Intro
In this blog post, we'll go through the process of extracting data from Google Maps Place results using Python. You can look at the complete code in the online IDE (Replit).
In order to successfully extract Google Maps Place Results, you will need to pass the data
parameter, this parameter is responsible for a specific place. You can extract this parameter from local results. Have a look at the Using Google Maps Local Results API from SerpApi blog post, in which I described in detail how to extract all the needed data.
If you prefer video format, we have a dedicated video that shows how to do that: Web Scraping Google Maps Place Result with SerpApi and Python.
What will be scraped
Why using API?
There're a couple of reasons that may use API, ours in particular:
- No need to create a parser from scratch and maintain it.
- Bypass blocks from Google: solve CAPTCHA or solve IP blocks.
- Pay for proxies, and CAPTCHA solvers.
- Don't need to use browser automation.
SerpApi handles everything on the backend with fast response times under ~2.5 seconds (~1.2 seconds with Ludicrous speed) per request and without browser automation, which becomes much faster. Response times and status rates are shown under SerpApi Status page.
Full Code
If you just need to extract all available data about the place, then we can create an empty list
and then append
extracted data to it:
from serpapi import GoogleSearch
import os, json
params = {
# https://docs.python.org/3/library/os.html#os.getenv
'api_key': os.getenv('API_KEY'), # your serpapi api
'engine': 'google_maps', # SerpApi search engine
'q': 'Starbucks', # query
'll': '@40.7455096,-74.0083012,15.1z', # GPS coordinates
'type': 'search', # list of results for the query
'hl': 'en', # language
'start': 0, # pagination
}
search = GoogleSearch(params) # where data extraction happens on the backend
results = search.get_dict() # JSON -> Python dict
local_data_results = [
{
'data_id': str(result['data_id']),
'latitude': str(result['gps_coordinates']['latitude']),
'longitude': str(result['gps_coordinates']['longitude'])
}
for result in results['local_results']
]
place_results = []
for result in local_data_results:
data = '!4m5!3m4!1s' + result['data_id'] + '!8m2!3d' + result['latitude'] + '!4d' + result['longitude']
params = {
# https://docs.python.org/3/library/os.html#os.getenv
'api_key': os.getenv('API_KEY'), # your serpapi api
'engine': 'google_maps', # SerpApi search engine
'type': 'place', # list of results for the query,
'data': data # place result
}
search = GoogleSearch(params)
results = search.get_dict()
place_results.append(results['place_results'])
print(json.dumps(place_results, indent=2, ensure_ascii=False))
Preparation
Install library:
pip install google-search-results
google-search-results
is a SerpApi API package.
Code Explanation
Import libraries:
from serpapi import GoogleSearch
import os, json
Library | Purpose |
---|---|
GoogleSearch |
to scrape and parse Google results using SerpApi web scraping library. |
os |
to return environment variable (SerpApi API key) value. |
json |
to convert extracted data to a JSON object. |
At the beginning of the code, you need to make the request in order to get local results.
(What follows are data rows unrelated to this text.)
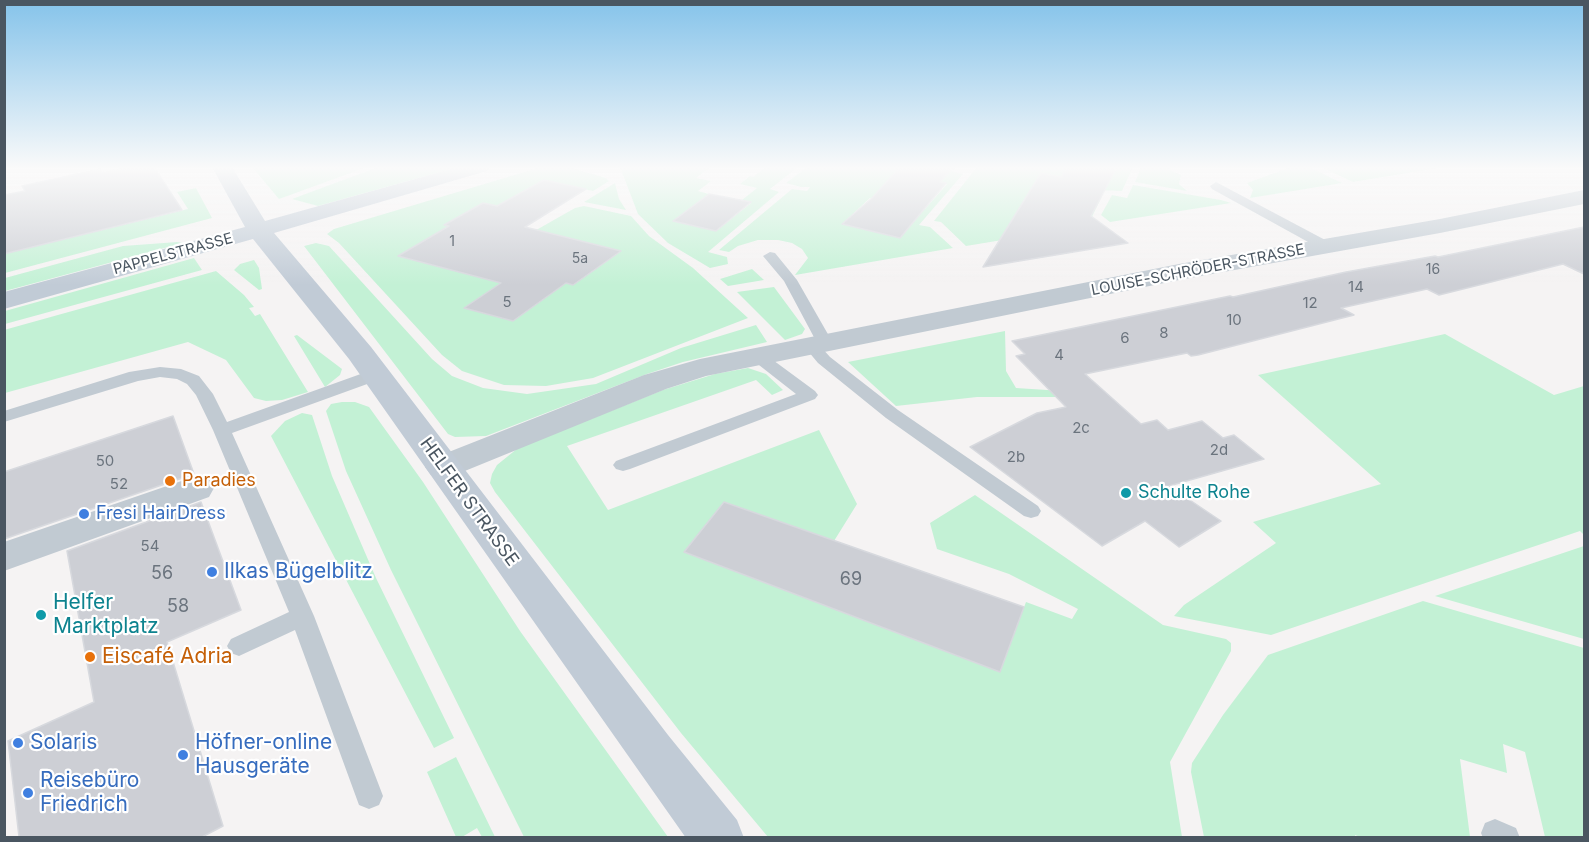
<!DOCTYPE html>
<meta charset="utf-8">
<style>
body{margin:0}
#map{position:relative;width:1589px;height:842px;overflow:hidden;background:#f5f3f3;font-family:Inter,sans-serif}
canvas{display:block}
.frame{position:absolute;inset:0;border:6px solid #4a5661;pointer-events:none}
</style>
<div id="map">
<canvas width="1589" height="842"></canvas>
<div class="frame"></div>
</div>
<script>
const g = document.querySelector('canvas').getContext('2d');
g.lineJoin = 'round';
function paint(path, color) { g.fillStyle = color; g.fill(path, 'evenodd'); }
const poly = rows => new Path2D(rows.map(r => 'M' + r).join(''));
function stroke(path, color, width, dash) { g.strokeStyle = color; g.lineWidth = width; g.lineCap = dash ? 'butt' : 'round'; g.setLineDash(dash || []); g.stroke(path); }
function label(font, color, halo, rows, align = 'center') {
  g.font = font + ' Inter,sans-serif'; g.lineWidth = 4.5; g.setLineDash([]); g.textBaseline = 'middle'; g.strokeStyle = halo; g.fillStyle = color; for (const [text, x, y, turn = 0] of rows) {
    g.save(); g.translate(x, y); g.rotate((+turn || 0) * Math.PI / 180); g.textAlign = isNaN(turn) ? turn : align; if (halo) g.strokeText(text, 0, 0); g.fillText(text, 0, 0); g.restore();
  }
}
const green = poly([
 [252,167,367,167,279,199],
 [378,167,458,167,318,206,292,199],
 [541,167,568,167,606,178,609,181,593,191,543,180,497,206,483,203,445,225,449,226,399,256,440,267,450,261,538,229,575,208,584,206,631,216,649,236,693,268,748,318,593,378,546,386,504,385,462,371,442,355,339,243,327,234,334,229],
 [578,241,621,251,573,285,566,283,513,321,465,308],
 [620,167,717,167,709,168,696,178,711,181,698,191,709,194,674,221,716,231,751,203,742,200,757,188,740,184,750,176,753,177,766,167,798,167,770,189,779,192,708,252,727,257,728,264,710,268,668,243,638,214],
 [807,167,900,167,878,199,870,198,842,224,892,236,917,207,925,209,947,184,940,182,950,170,933,167,956,167,952,171,963,174,919,225,930,227,953,248,795,275,808,258,802,249,792,243,778,240,758,240,738,246,729,252,719,250,792,189,807,191,810,187,801,187,786,183],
 [977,167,1068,167,1061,177,1041,173,1012,220,1107,185,1117,167,1133,167,1122,191,1096,190,1095,195,1102,196,1090,221,1100,224,966,246,941,222,934,221],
 [1141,167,1173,167,1168,169,1181,175,1179,184,1187,191,1135,182],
 [1291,167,1309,167,1342,183,1250,198,1253,190,1247,183],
 [1321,167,1444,167,1353,182],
 [615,183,619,199,626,210,584,202],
 [1133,185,1221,200,1231,203,1110,222,1101,215,1112,195,1127,198],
 [196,188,212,218,5,273,4,254,188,209,177,192],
 [177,242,183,243,5,291,5,278,123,246],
 [316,243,329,246,432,359,452,376,483,388,527,394,596,384,681,348,756,325,767,342,683,362,647,374,486,436,455,437,448,434,304,246],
 [194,258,202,270,5,324,5,311],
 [254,260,259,268,262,289,259,290,234,270,240,264],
 [752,269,764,280,728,286,720,279],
 [216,271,244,295,254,307,249,308,255,316,260,314,308,392,282,400,266,401,254,398,226,360,188,342,5,393,4,330],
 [774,287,805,329,802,334,785,340,737,292],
 [1005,331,1006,371,1016,388,1078,392,1080,397,977,397,896,406,848,362],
 [1445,334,1554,395,1584,386,1584,535,1580,531,1271,635,1174,616,1184,605,1276,543,1253,522,1381,484,1258,375],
 [297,335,342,369,340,375,325,387,294,336],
 [748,368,766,374,783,390,772,395,756,380,567,446,608,510,819,430,857,504,834,541,724,502,684,552,1000,672,1026,602,1072,619,1078,609,1009,574,937,549,930,523,975,495,1163,625,1226,639,1231,643,1231,651,1170,762,1182,837,768,837,681,733,495,492,490,483,492,474,497,465,518,448,663,390,715,374],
 [342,402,355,402,369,407,423,482,520,631,668,837,524,837,391,570,346,471,326,411,331,404],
 [302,413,312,415,332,476,376,578,454,738,434,748,271,436,285,421],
 [1584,546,1584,639,1435,596],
 [1423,601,1584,648,1584,837,1545,837,1525,752,1503,744,1507,773,1460,759,1470,837,1363,838,1355,835,1355,838,1204,837,1191,772,1192,763,1223,715,1268,655],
 [456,757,495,837,482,837,477,828,462,837,456,837,427,772]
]);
const building = poly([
 [132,167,154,167,182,210,4,254,4,195,25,191,22,186,100,169,101,173,132,167],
 [900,167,953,167,940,182,946,183,900,238,842,224,872,198,900,167],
 [1068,167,1117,167,1091,216,1128,243,983,267,1041,173,1061,177,1068,167],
 [544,180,586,189,525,227,621,251,573,285,566,283,513,321,464,308,501,283,398,256,449,226,444,225,483,203,497,206,544,180],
 [709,194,751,202,716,231,673,221,709,194],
 [1584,227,1584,274,1563,264,1439,295,1427,289,1341,308,1354,315,1198,355,1191,356,1187,353,1085,374,1141,424,1157,420,1168,430,1202,421,1223,438,1234,435,1264,459,1169,486,1221,521,1179,547,1145,521,1102,546,970,447,1037,413,1066,407,1016,356,1025,354,1012,341,1230,296,1233,297,1346,272,1435,256,1438,257,1584,227],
 [173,416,194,474,4,539,4,472,173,416],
 [201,502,241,610,167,642,223,826,202,837,19,837,8,741,94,702,67,551,201,502],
 [724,502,1024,607,1000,672,684,552,724,502]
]);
const lane = poly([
 [1216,182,1329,242,1331,245,1329,248,1319,248,1212,189,1210,186,1216,182],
 [770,252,775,253,797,280,833,343,831,346,821,347,830,357,898,410,1038,506,1041,511,1038,516,1031,518,1024,516,886,418,818,363,803,345,805,342,816,341,784,281,763,256,770,252],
 [756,350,762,352,815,391,818,395,815,399,630,469,623,471,616,469,613,465,616,461,796,394,750,358,748,355,750,352,756,350],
 [160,367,181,369,199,376,213,394,227,422,369,371,381,371,383,375,381,379,232,433,314,616,383,796,379,805,369,809,359,805,295,630,239,656,231,653,227,646,231,639,289,612,213,430,196,395,187,384,177,379,160,377,138,381,4,422,4,411,129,372,160,367],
 [1495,819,1516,828,1520,838,1483,838,1481,833,1485,823,1495,819]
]);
const street = poly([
 [1584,190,1584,204,1440,233,1179,280,706,376,666,389,455,475,443,479,431,475,425,467,431,459,644,375,700,359,1179,264,1440,219,1584,190],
 [196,476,209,479,214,488,209,497,4,571,4,542,196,476]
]);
const secondary = poly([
 [212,167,232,167,265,221,458,167,490,167,487,171,274,233,371,347,668,735,737,820,744,838,686,838,349,359,253,239,4,309,4,292,245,227,212,167]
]);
const markers = [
 [170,481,6,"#e8710a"],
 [1126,493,6,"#0f9aa8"],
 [84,514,6,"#3f7fe0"],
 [212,572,6,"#3f7fe0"],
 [41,615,6,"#0f9aa8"],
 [90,657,6,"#e8710a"],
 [18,743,6,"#3f7fe0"],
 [183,755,6,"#3f7fe0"],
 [28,793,6,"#3f7fe0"]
];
const farNumbernames = [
 ["1",452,242],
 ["5a",580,259],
 ["16",1433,270]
];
const farStreetnames = [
 ["PAPPELSTRASSE",173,254,-15],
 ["LOUISE-SCHRÖDER-STRASSE",1198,270,-11]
];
const numberNames = [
 ["14",1356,287],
 ["5",507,302],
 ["12",1310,303],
 ["10",1234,320],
 ["8",1164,333],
 ["6",1125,338],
 ["4",1059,355],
 ["2c",1081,428],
 ["2d",1219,450],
 ["2b",1016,457],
 ["50",105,461],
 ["52",119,484],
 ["54",150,546]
];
const foodNames = [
 ["Paradies",182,481]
];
const cultureNames = [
 ["Schulte Rohe",1138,493]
];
const streetNames = [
 ["HELFER STRASSE",469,502,54]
];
const shopNames = [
 ["Fresi HairDress",96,514]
];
const nearNumbernames = [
 ["56",162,574],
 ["69",851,580],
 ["58",178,607]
];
const nearShopnames = [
 ["Ilkas Bügelblitz",224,572],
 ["Solaris",30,743],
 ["Höfner-online",195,743],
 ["Hausgeräte",195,767],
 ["Reisebüro",40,781],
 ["Friedrich",40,805]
];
const nearCulturenames = [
 ["Helfer",53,603],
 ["Marktplatz",53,627]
];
const nearFoodnames = [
 ["Eiscafé Adria",102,657]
];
paint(green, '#c3f1d5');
paint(building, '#cdcfd5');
stroke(building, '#d7d9de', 1.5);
paint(lane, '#c1cad2');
paint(street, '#c1cad2');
paint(secondary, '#c1cbd6');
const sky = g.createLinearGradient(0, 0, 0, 285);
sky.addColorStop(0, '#85c3ea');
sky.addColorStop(0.59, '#fafafa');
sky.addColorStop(1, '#fafafa00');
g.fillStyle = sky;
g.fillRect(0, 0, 1589, 285);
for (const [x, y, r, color] of markers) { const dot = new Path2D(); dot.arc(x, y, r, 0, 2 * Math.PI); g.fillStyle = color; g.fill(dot); stroke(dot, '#fff', 2); }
label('14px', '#6b747e', null, farNumbernames);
label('15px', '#4a5661', '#fff', farStreetnames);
label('15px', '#6b747e', null, numberNames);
label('18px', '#c56008', '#fff', foodNames, 'left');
label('18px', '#0d838f', '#fff', cultureNames, 'left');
label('18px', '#4a5661', '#fff', streetNames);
label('18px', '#366cbe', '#fff', shopNames, 'left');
label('18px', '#6b747e', null, nearNumbernames);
label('21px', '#366cbe', '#fff', nearShopnames, 'left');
label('21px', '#0d838f', '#fff', nearCulturenames, 'left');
label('21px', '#c56008', '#fff', nearFoodnames, 'left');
</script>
Then place results will be extracted from them.
The parameters are defined for generating the URL. If you want to pass other parameters to the URL, you can do so using the params
dictionary:
params = {
# https://docs.python.org/3/library/os.html#os.getenv
'api_key': os.getenv('API_KEY'), # your serpapi api
'engine': 'google_maps', # SerpApi search engine
'q': 'Starbucks', # query
'll': '@40.7455096,-74.0083012,15.1z', # GPS coordinates
'type': 'search', # list of results for the query
'hl': 'en', # language
'start': 0, # pagination
}
Then, we create a search
object where the data is retrieved from the SerpApi backend. In the results
dictionary we get data from JSON:
search = GoogleSearch(params) # where data extraction happens on the backend
results = search.get_dict() # JSON -> Python dict
At the moment, the first 20 local results are stored in the results
dictionary. If you are interested in all local results with pagination, then check out the Using Google Maps Local Results API from SerpApi blog post.
Data such as data_id
, latitude
and longitude
are extracted from each local result. These data will be needed to form the data
parameter, which will be needed later:
local_data_results = [
{
'data_id': str(result['data_id']),
'latitude': str(result['gps_coordinates']['latitude']),
'longitude': str(result['gps_coordinates']['longitude'])
}
for result in results['local_results']
]
Declaring the place_results
list where the extracted data will be added:
place_results = []
Next, you need to access each place separately by iterating the local_data_results
list:
for result in local_data_results:
# data extraction will be here
These parameters are defined for generating the URL for place results:
params = {
# https://docs.python.org/3/library/os.html#os.getenv
'api_key': os.getenv('API_KEY'), # your serpapi api
'engine': 'google_maps', # SerpApi search engine
'type': 'place', # list of results for the query,
'data': data # place result
}
Parameters | Explanation |
---|---|
api_key |
Parameter defines the SerpApi private key to use. |
engine |
Set parameter to google_maps to use the Google Maps API engine. |
type |
Parameter defines the type of search you want to make. place - returns results for a specific place when data parameter is set. |
data |
Parameter must be set in the next format: !4m5!3m4!1s + data_id + !8m2!3d + latitude + !4d + longitude . |
Additionally, I want to talk about the value that is written to the data
parameter, which is only required if type
is set to place
. In that case, it defines a search for a specific place. It must be built in the following sequence:
data = (
"!4m5!3m4!1s"
+ result["data_id"]
+ "!8m2!3d"
+ result["latitude"]
+ "!4d"
+ result["longitude"]
)
This will form a string that looks like this:
!4m5!3m4!1s0x89c259b7abdd4769:0xc385876db174521a!8m2!3d40.750231!4d-74
Parameter can also be used to filter the search results. You can visit Google Maps website, set filters you want and simply copy the data
value from their URL to SerpApi URL.
Then, we create a search
object where the data is retrieved from the SerpApi backend. In the results
dictionary we get data from JSON:
search = GoogleSearch(params)
results = search.get_dict()
Append data from this place in the place_results
list:
place_results.append(results['place_results'])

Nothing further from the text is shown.